RECORDS PROVIDED Start Marker

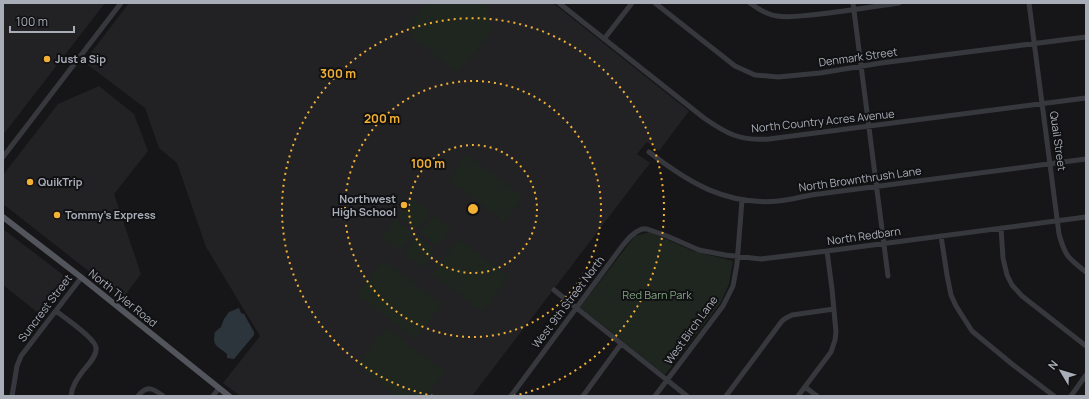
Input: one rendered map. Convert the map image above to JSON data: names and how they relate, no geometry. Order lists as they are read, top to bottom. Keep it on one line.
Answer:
{"streets":{"main road":["North Tyler Road"],"street":["Denmark Street","North Country Acres Avenue","Quail Street","North Brownthrush Lane","North Redbarn","West 9th Street North","Suncrest Street","West Birch Lane"]},"crossings":[["Denmark Street","Quail Street"],["North Country Acres Avenue","Quail Street"],["Quail Street","North Brownthrush Lane"],["Quail Street","North Redbarn"],["North Brownthrush Lane","West Birch Lane"],["North Redbarn","West 9th Street North"],["North Redbarn","West Birch Lane"],["North Tyler Road","Suncrest Street"]],"parks":["Red Barn Park"],"places":["Just a Sip","QuikTrip","Northwest High School","Tommy's Express"],"scale_bar":"100 m","north":"top left","rings":["300 m","200 m","100 m"]}
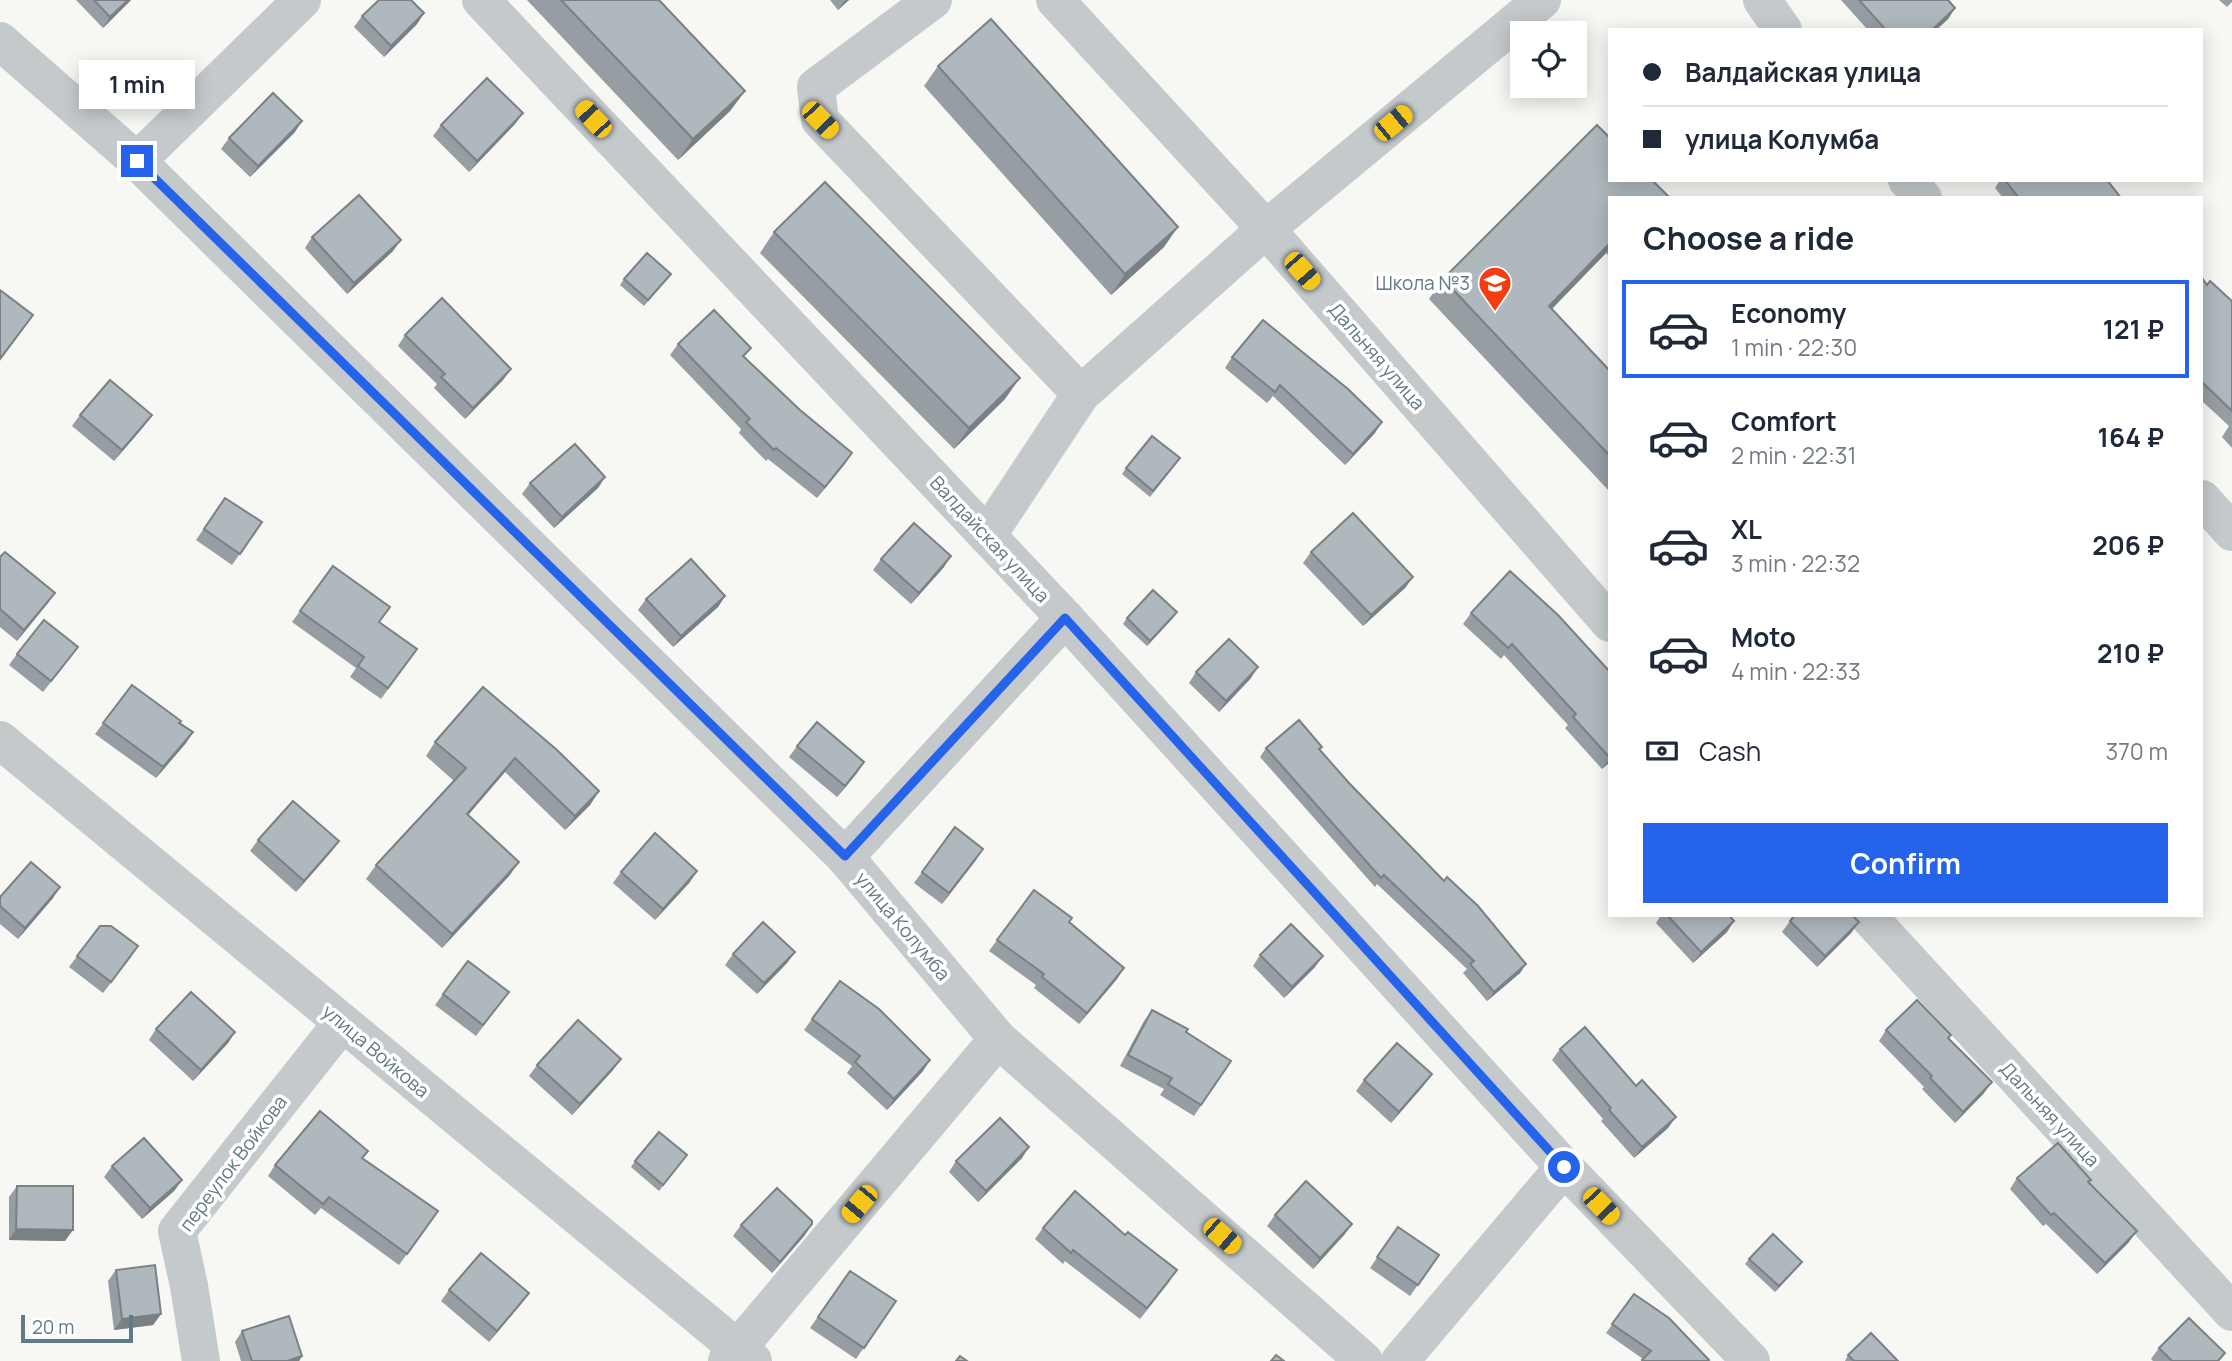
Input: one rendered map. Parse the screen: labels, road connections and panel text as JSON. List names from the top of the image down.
{
  "streets": {
    "street": [
      "Дальняя улица",
      "Валдайская улица",
      "улица Колумба",
      "улица Войкова",
      "переулок Войкова"
    ]
  },
  "crossings": [
    ["улица Войкова", "переулок Войкова"]
  ],
  "places": {
    "school or university": ["Школа №3"]
  },
  "scale_bar": "20 m",
  "page": {
    "banner": ["Валдайская улица", "улица Колумба"],
    "bubble": "1 min",
    "heading": "Choose a ride",
    "list": [
      {
        "name": "Economy",
        "note": "1 min · 22:30",
        "value": "121 ₽"
      },
      {
        "name": "Comfort",
        "note": "2 min · 22:31",
        "value": "164 ₽"
      },
      {
        "name": "XL",
        "note": "3 min · 22:32",
        "value": "206 ₽"
      },
      {
        "name": "Moto",
        "note": "4 min · 22:33",
        "value": "210 ₽"
      }
    ],
    "pay": ["Cash", "370 m"],
    "buttons": "Confirm",
    "scale": "20 m"
  }
}
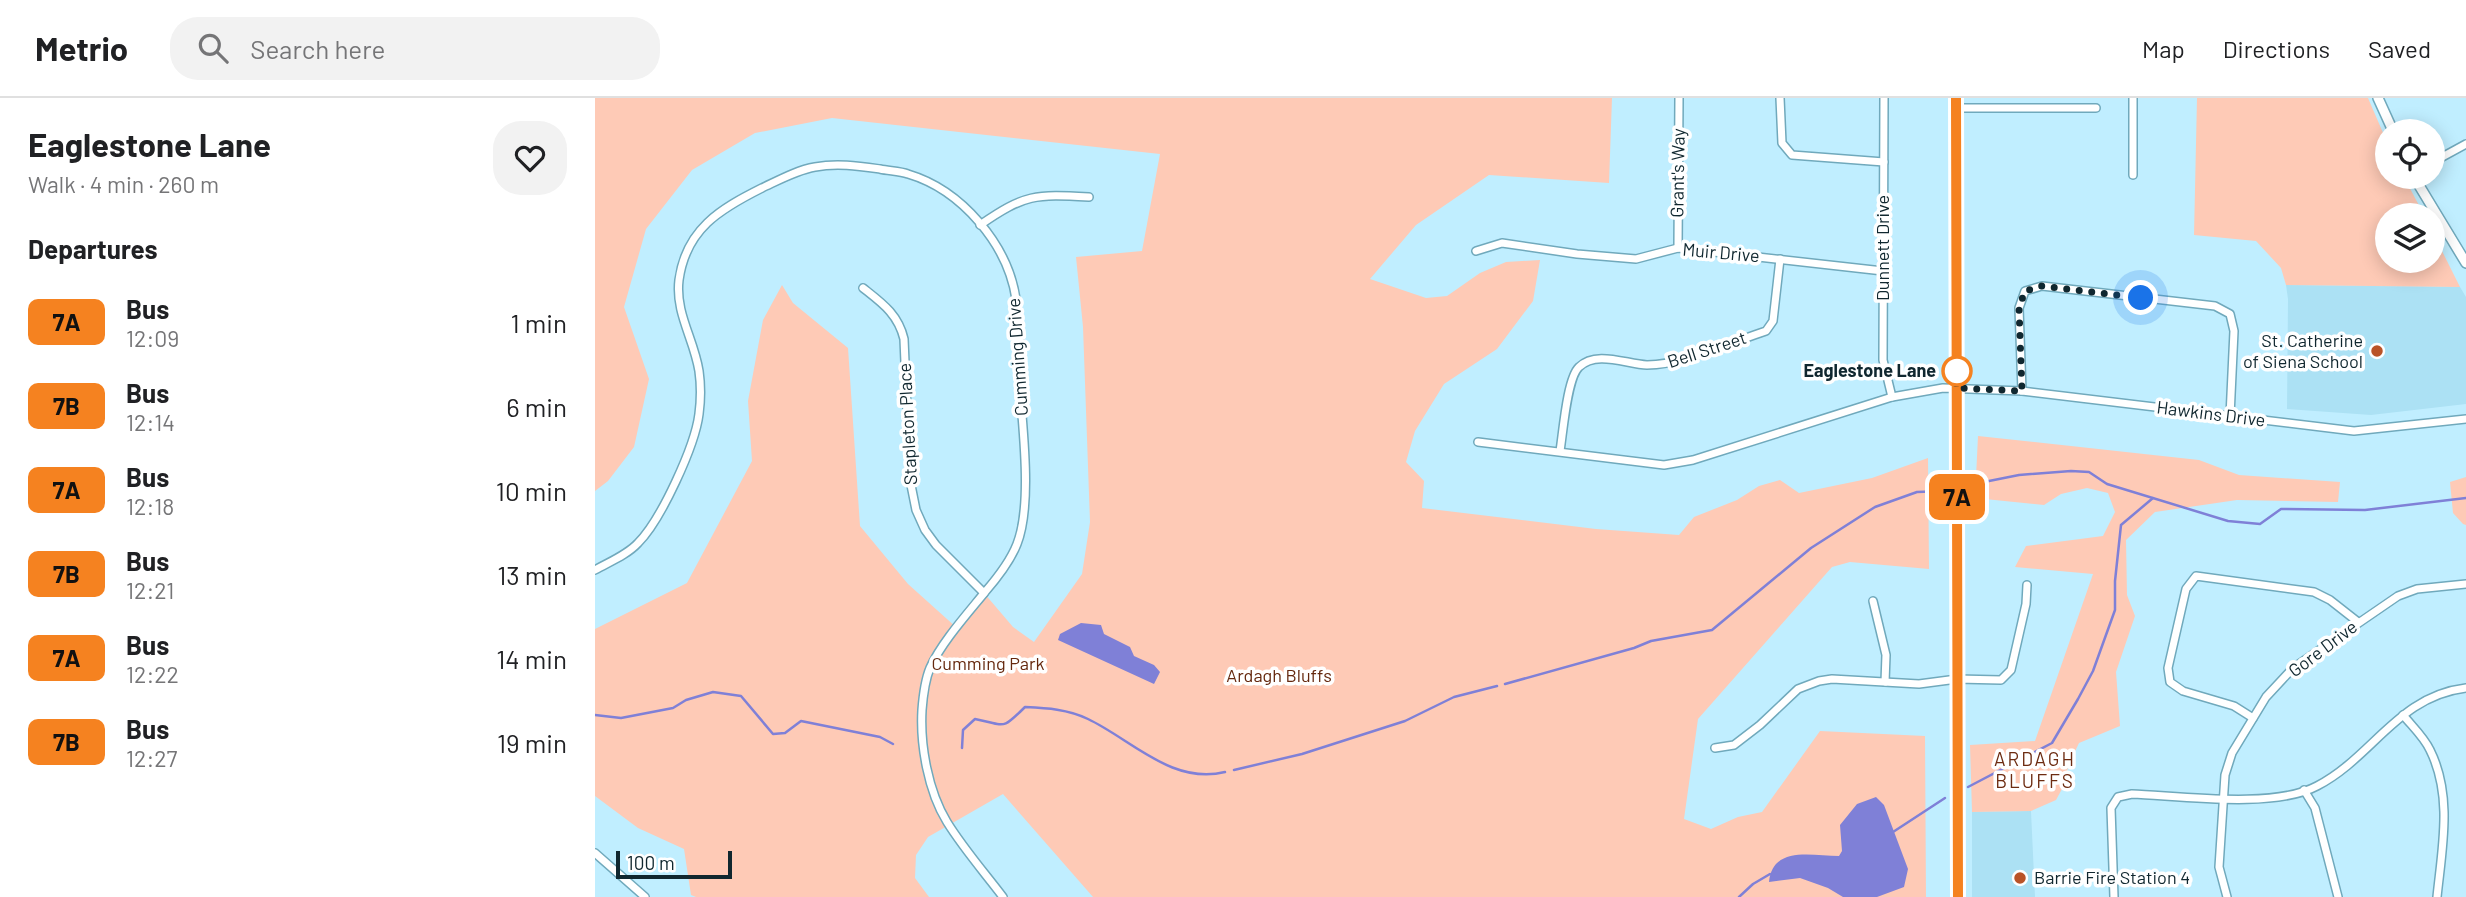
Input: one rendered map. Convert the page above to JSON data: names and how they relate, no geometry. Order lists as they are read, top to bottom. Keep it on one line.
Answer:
{"streets":{"street":["Grant's Way","Dunnett Drive","Muir Drive","Bell Street","Cumming Drive","Hawkins Drive","Stapleton Place","Gore Drive"]},"crossings":[["Grant's Way","Muir Drive"],["Dunnett Drive","Muir Drive"],["Muir Drive","Bell Street"],["Cumming Drive","Stapleton Place"]],"districts":["ARDAGH BLUFFS"],"parks":["Cumming Park","Ardagh Bluffs"],"places":["St. Catherine of Siena School","Eaglestone Lane","Barrie Fire Station 4"],"lines":["bus line 7A"],"scale_bar":"100 m","page":{"header":"Metrio","search":"Search here","nav":["Map","Directions","Saved"],"heading":[["Eaglestone Lane","Walk · 4 min · 260 m"],"Departures"],"on_map":"7A","list":[{"mark":"7A","name":"Bus","note":"12:09","value":"1 min"},{"mark":"7B","name":"Bus","note":"12:14","value":"6 min"},{"mark":"7A","name":"Bus","note":"12:18","value":"10 min"},{"mark":"7B","name":"Bus","note":"12:21","value":"13 min"},{"mark":"7A","name":"Bus","note":"12:22","value":"14 min"},{"mark":"7B","name":"Bus","note":"12:27","value":"19 min"}],"scale":"100 m"}}
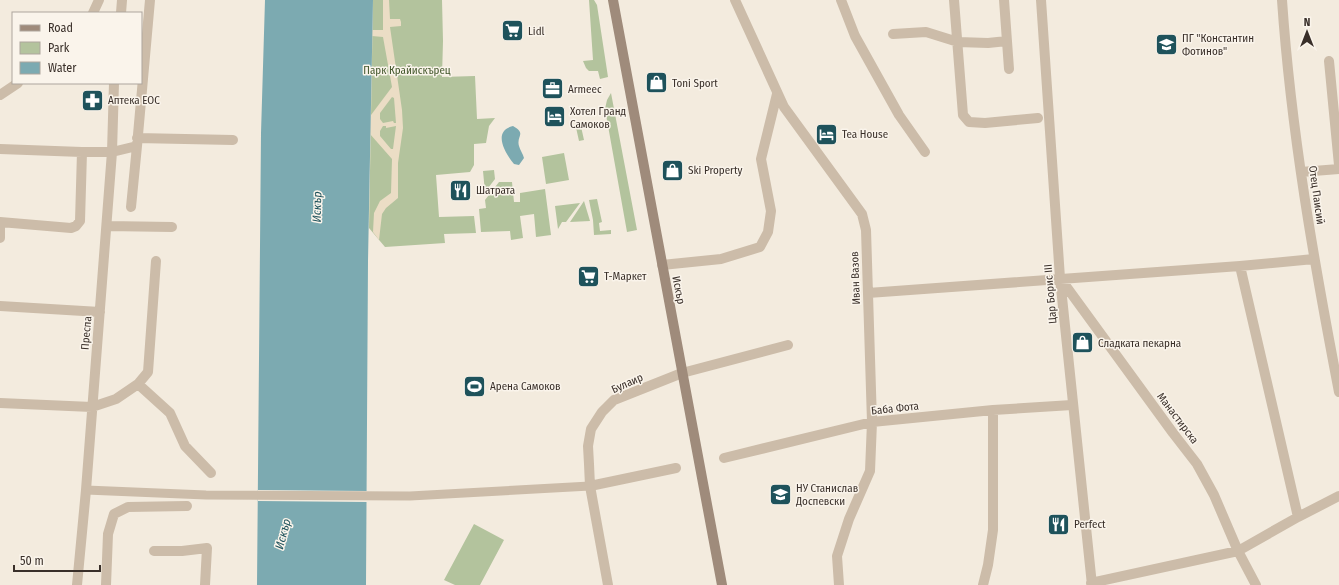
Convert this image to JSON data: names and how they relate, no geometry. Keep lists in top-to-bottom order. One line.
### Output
{"streets":{"main road":["Искър"],"street":["Отец Паисий","Иван Вазов","Цар Борис III","Преспа","Булаир","Баба Фота","Манастирска"]},"crossings":[["Иван Вазов","Баба Фота"],["Искър","Булаир"],["Цар Борис III","Баба Фота"],["Цар Борис III","Манастирска"]],"water":["Искър"],"parks":["Парк Крайискърец"],"places":{"supermarket":["Lidl","Т-Маркет"],"school or university":["ПГ \"Константин Фотинов\"","НУ Станислав Доспевски"],"shop":["Toni Sport","Ski Property","Сладката пекарна"],"office":["Armeec"],"pharmacy":["Аптека ЕОС"],"hotel":["Хотел Гранд Самоков","Tea House"],"restaurant":["Шатрата","Perfect"],"sports":["Арена Самоков"]},"legend":["Road","Park","Water"],"scale_bar":"50 m","north":"top"}
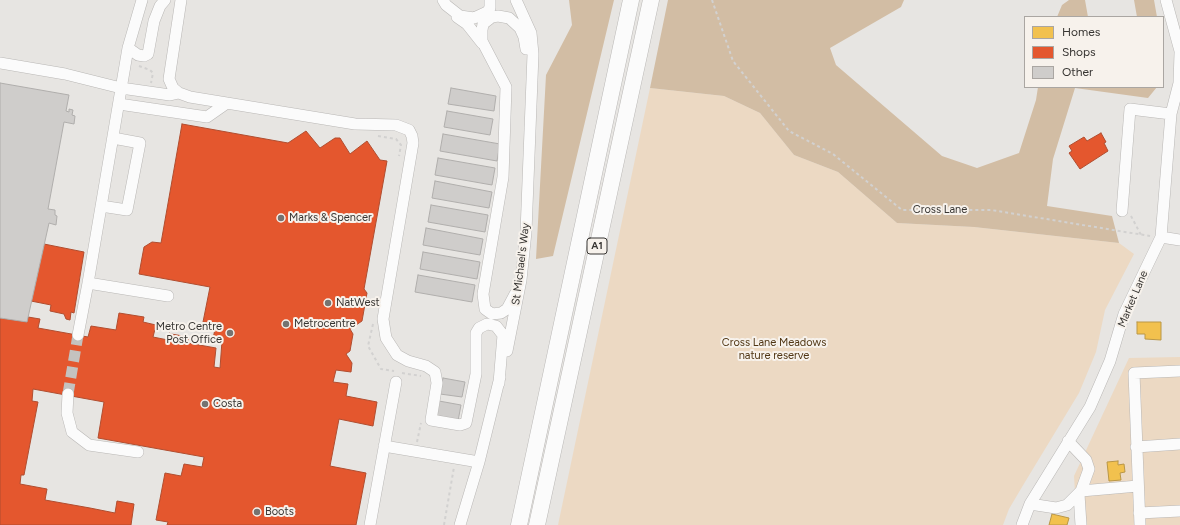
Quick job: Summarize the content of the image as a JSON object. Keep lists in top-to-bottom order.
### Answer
{
  "streets": {
    "highway": ["A1"],
    "street": ["St Michael's Way", "Market Lane"],
    "path": ["Cross Lane"]
  },
  "parks": ["Cross Lane Meadows nature reserve"],
  "places": [
    "Marks & Spencer",
    "NatWest",
    "Metrocentre",
    "Metro Centre Post Office",
    "Costa",
    "Boots"
  ],
  "legend": ["Homes", "Shops", "Other"]
}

RECORDS PROVIDED End Marker

TASK INSTRUCTIONS — What you return should be the whole listing, word for word, without its pictures.

OUTPUT FOR THIS TASK —
Input: one rendered map. Convert the map image above to JSON data: names and how they relate, no geometry. Order lists as they are read, top to bottom. Keep it on one line.
Answer:
{"streets":{"main road":["North Tyler Road"],"street":["Denmark Street","North Country Acres Avenue","Quail Street","North Brownthrush Lane","North Redbarn","West 9th Street North","Suncrest Street","West Birch Lane"]},"crossings":[["Denmark Street","Quail Street"],["North Country Acres Avenue","Quail Street"],["Quail Street","North Brownthrush Lane"],["Quail Street","North Redbarn"],["North Brownthrush Lane","West Birch Lane"],["North Redbarn","West 9th Street North"],["North Redbarn","West Birch Lane"],["North Tyler Road","Suncrest Street"]],"parks":["Red Barn Park"],"places":["Just a Sip","QuikTrip","Northwest High School","Tommy's Express"],"scale_bar":"100 m","north":"top left","rings":["300 m","200 m","100 m"]}
Input: one rendered map. Parse the screen: labels, road connections and panel text as JSON. List names from the top of the image down.
{
  "streets": {
    "street": [
      "Дальняя улица",
      "Валдайская улица",
      "улица Колумба",
      "улица Войкова",
      "переулок Войкова"
    ]
  },
  "crossings": [
    ["улица Войкова", "переулок Войкова"]
  ],
  "places": {
    "school or university": ["Школа №3"]
  },
  "scale_bar": "20 m",
  "page": {
    "banner": ["Валдайская улица", "улица Колумба"],
    "bubble": "1 min",
    "heading": "Choose a ride",
    "list": [
      {
        "name": "Economy",
        "note": "1 min · 22:30",
        "value": "121 ₽"
      },
      {
        "name": "Comfort",
        "note": "2 min · 22:31",
        "value": "164 ₽"
      },
      {
        "name": "XL",
        "note": "3 min · 22:32",
        "value": "206 ₽"
      },
      {
        "name": "Moto",
        "note": "4 min · 22:33",
        "value": "210 ₽"
      }
    ],
    "pay": ["Cash", "370 m"],
    "buttons": "Confirm",
    "scale": "20 m"
  }
}
Input: one rendered map. Convert the page above to JSON data: names and how they relate, no geometry. Order lists as they are read, top to bottom. Keep it on one line.
Answer:
{"streets":{"street":["Grant's Way","Dunnett Drive","Muir Drive","Bell Street","Cumming Drive","Hawkins Drive","Stapleton Place","Gore Drive"]},"crossings":[["Grant's Way","Muir Drive"],["Dunnett Drive","Muir Drive"],["Muir Drive","Bell Street"],["Cumming Drive","Stapleton Place"]],"districts":["ARDAGH BLUFFS"],"parks":["Cumming Park","Ardagh Bluffs"],"places":["St. Catherine of Siena School","Eaglestone Lane","Barrie Fire Station 4"],"lines":["bus line 7A"],"scale_bar":"100 m","page":{"header":"Metrio","search":"Search here","nav":["Map","Directions","Saved"],"heading":[["Eaglestone Lane","Walk · 4 min · 260 m"],"Departures"],"on_map":"7A","list":[{"mark":"7A","name":"Bus","note":"12:09","value":"1 min"},{"mark":"7B","name":"Bus","note":"12:14","value":"6 min"},{"mark":"7A","name":"Bus","note":"12:18","value":"10 min"},{"mark":"7B","name":"Bus","note":"12:21","value":"13 min"},{"mark":"7A","name":"Bus","note":"12:22","value":"14 min"},{"mark":"7B","name":"Bus","note":"12:27","value":"19 min"}],"scale":"100 m"}}
Convert this image to JSON data: names and how they relate, no geometry. Keep lists in top-to-bottom order. One line.
### Output
{"streets":{"main road":["Искър"],"street":["Отец Паисий","Иван Вазов","Цар Борис III","Преспа","Булаир","Баба Фота","Манастирска"]},"crossings":[["Иван Вазов","Баба Фота"],["Искър","Булаир"],["Цар Борис III","Баба Фота"],["Цар Борис III","Манастирска"]],"water":["Искър"],"parks":["Парк Крайискърец"],"places":{"supermarket":["Lidl","Т-Маркет"],"school or university":["ПГ \"Константин Фотинов\"","НУ Станислав Доспевски"],"shop":["Toni Sport","Ski Property","Сладката пекарна"],"office":["Armeec"],"pharmacy":["Аптека ЕОС"],"hotel":["Хотел Гранд Самоков","Tea House"],"restaurant":["Шатрата","Perfect"],"sports":["Арена Самоков"]},"legend":["Road","Park","Water"],"scale_bar":"50 m","north":"top"}
Quick job: Summarize the content of the image as a JSON object. Keep lists in top-to-bottom order.
### Answer
{
  "streets": {
    "highway": ["A1"],
    "street": ["St Michael's Way", "Market Lane"],
    "path": ["Cross Lane"]
  },
  "parks": ["Cross Lane Meadows nature reserve"],
  "places": [
    "Marks & Spencer",
    "NatWest",
    "Metrocentre",
    "Metro Centre Post Office",
    "Costa",
    "Boots"
  ],
  "legend": ["Homes", "Shops", "Other"]
}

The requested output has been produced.